START Supplied data
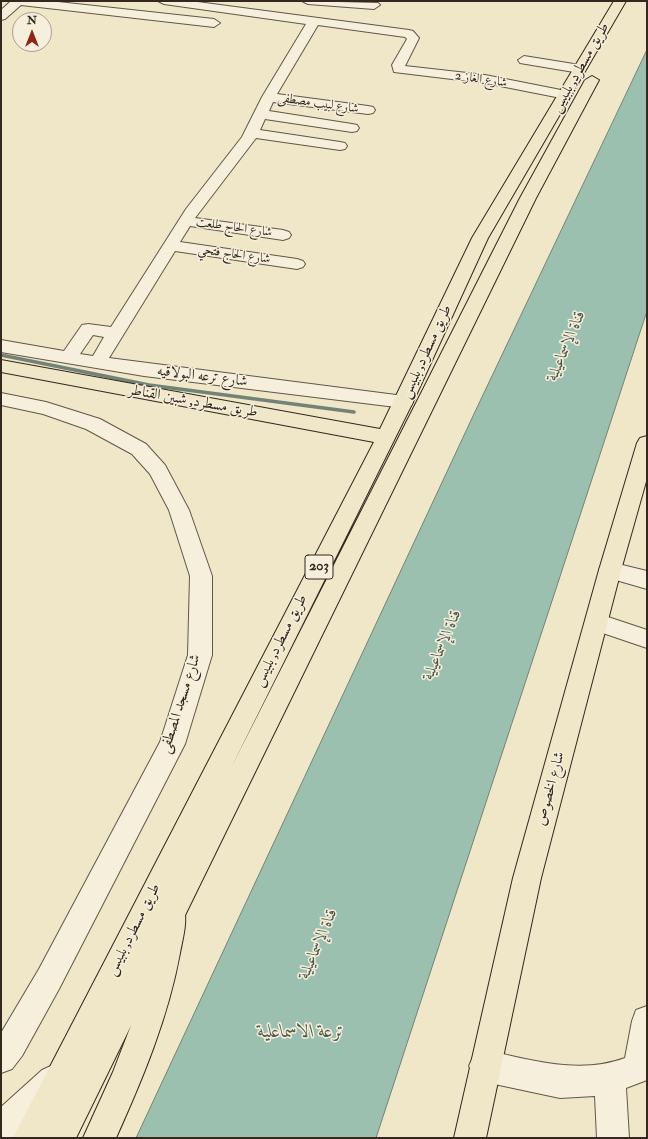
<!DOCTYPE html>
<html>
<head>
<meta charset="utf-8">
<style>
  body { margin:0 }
  #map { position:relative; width:648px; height:1139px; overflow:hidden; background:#f0e6c8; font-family:"IM FELL Double Pica",serif }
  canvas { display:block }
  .frame { position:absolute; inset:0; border:2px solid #33271e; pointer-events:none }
  .north { position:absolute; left:12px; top:12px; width:40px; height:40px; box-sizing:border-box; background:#f5efdb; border:1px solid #a79f8f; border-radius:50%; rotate:0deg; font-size:11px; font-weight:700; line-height:16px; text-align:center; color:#33271e }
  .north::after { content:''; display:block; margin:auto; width:14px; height:18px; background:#8f2418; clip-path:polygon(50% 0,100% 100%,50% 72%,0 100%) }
</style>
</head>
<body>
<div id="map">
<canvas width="648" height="1139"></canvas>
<div class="frame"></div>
<div class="north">N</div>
</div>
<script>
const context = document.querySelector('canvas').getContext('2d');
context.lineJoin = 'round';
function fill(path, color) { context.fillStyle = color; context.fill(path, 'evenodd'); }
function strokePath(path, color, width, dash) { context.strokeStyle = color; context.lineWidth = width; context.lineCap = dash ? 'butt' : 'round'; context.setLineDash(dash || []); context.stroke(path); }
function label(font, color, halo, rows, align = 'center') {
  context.font = font + ' "IM FELL Double Pica",Amiri,serif'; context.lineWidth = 3; context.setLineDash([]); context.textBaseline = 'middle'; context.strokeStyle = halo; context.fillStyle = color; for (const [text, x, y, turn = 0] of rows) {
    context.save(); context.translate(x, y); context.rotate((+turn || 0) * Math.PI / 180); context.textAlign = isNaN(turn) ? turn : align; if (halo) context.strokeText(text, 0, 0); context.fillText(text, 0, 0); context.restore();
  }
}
const water = new Path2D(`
  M647,50V311L376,1138H136L473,416Z`);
fill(water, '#9bc0b0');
strokePath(water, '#718376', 1);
strokePath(new Path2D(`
  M1,355L149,385L354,412`), '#718376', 3.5);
const minor = new Path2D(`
  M11,1H49L214,19L220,23L214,27L21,5L5,19L1,20V10Z
  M158,1H190L409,30L413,31L419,38L405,66L485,75L566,91L571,92L573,95L571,98L566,99L485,83L394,72L392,65L407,39L405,37L318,25L277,94L368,106L373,107L375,110L373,113L368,114L273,102L269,111L352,124L357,125L359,128L357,131L352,132L265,119L260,130L340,142L345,143L347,146L345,149L340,150L256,138L195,218L283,230L289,232L291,235L289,238L283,240L190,226L180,242L297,259L303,261L305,264L303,267L297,269L175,251L109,358L404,396L411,398L413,402L411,406L404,408L144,376L1,352V340L64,351L82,325L88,324L111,327L186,209L242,137L262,97L306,24L164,4ZM93,335L104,337L93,356L80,354Z
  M302,1L378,3L380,5L374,9L308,4Z
  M524,56L580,65L586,69L580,73L520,63L518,60Z
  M1,393L46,402L100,419L146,444L165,465L189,510L212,576V655L185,744L59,989L22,1056L12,1069L1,1073V1033L39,969L160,742L188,655L190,576L169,510L150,474L132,454L86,429L43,414L1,405Z
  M610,562L647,571V589L602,576L599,570L602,564Z
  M596,613L647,630V648L588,628L585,622L588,616Z
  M647,1006V1080L626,1088L629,1138H597L595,1096L560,1098L485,1082L474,1077L469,1066L474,1055L485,1050C531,1060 579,1075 625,1058L632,1021L636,1010Z
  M53,1065L64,1070L69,1081L64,1092L15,1138H1V1107L42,1070Z`);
const major = new Path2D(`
  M614,1H626L488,238L413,402L232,766L520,198L585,80L592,76L599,80L536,198L76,1138H13L374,442L1,372V360L380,429L472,238Z
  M647,436V478L621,570L541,878L486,1138H454L513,878L599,570L637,443L640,438Z`);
const highway = new Path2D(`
  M172,898L182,902C189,918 183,937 180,953C168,1018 143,1078 116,1138H83L113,1072L130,1028L147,972L158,912L162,902Z`);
strokePath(minor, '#625748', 2);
strokePath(major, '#33271e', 2);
strokePath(highway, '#33271e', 2);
fill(minor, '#f5efdb');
fill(major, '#f0e6c8');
fill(highway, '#f0e6c8');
label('13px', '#33271e', '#f5efdb', [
  ["شارع الغاز 2",481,80,8],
  ["شارع لبيب مصطفى",318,104,8],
  ["شارع الحاج طلعت",234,228,8],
  ["شارع الحاج فتحي",234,255,8]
]);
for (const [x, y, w] of [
  [319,567,28]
]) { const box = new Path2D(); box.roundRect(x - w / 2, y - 12, w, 24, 3); context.fillStyle = '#f5efdb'; context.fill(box); strokePath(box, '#33271e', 1); }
label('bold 14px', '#33271e', null, [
  ["203",319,567]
]);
label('15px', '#33271e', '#f5efdb', [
  ["طريق مسطرد, بلبيس",581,68,-60],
  ["طريق مسطرد, بلبيس",427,352,-65],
  ["شارع ترعه البولاقيه",202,377,7],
  ["طريق مسطرد, شبين القناطر",193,402,10],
  ["طريق مسطرد, بلبيس",281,641,-63],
  ["شارع مسجد المصطفى",181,704,-72],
  ["شارع الخصوص",551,789,-75],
  ["طريق مسطرد, بلبيس",134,930,-63]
]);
label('italic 16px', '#52554a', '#f5efdb', [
  ["قناة الإسماعيلية",567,346,-67],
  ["قناة الإسماعيلية",443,645,-67],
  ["قناة الإسماعيلية",319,944,-67]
]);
label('italic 19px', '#52554a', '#f5efdb', [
  ["ترعة الاسماعلية",301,1033]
]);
</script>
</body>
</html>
END Supplied data
• [Work order]: When a line of the data holds the string "turn", pick it out and copy it.

• [Output of the exercise]:
  context.font = font + ' "IM FELL Double Pica",Amiri,serif'; context.lineWidth = 3; context.setLineDash([]); context.textBaseline = 'middle'; context.strokeStyle = halo; context.fillStyle = color; for (const [text, x, y, turn = 0] of rows) {
    context.save(); context.translate(x, y); context.rotate((+turn || 0) * Math.PI / 180); context.textAlign = isNaN(turn) ? turn : align; if (halo) context.strokeText(text, 0, 0); context.fillText(text, 0, 0); context.restore();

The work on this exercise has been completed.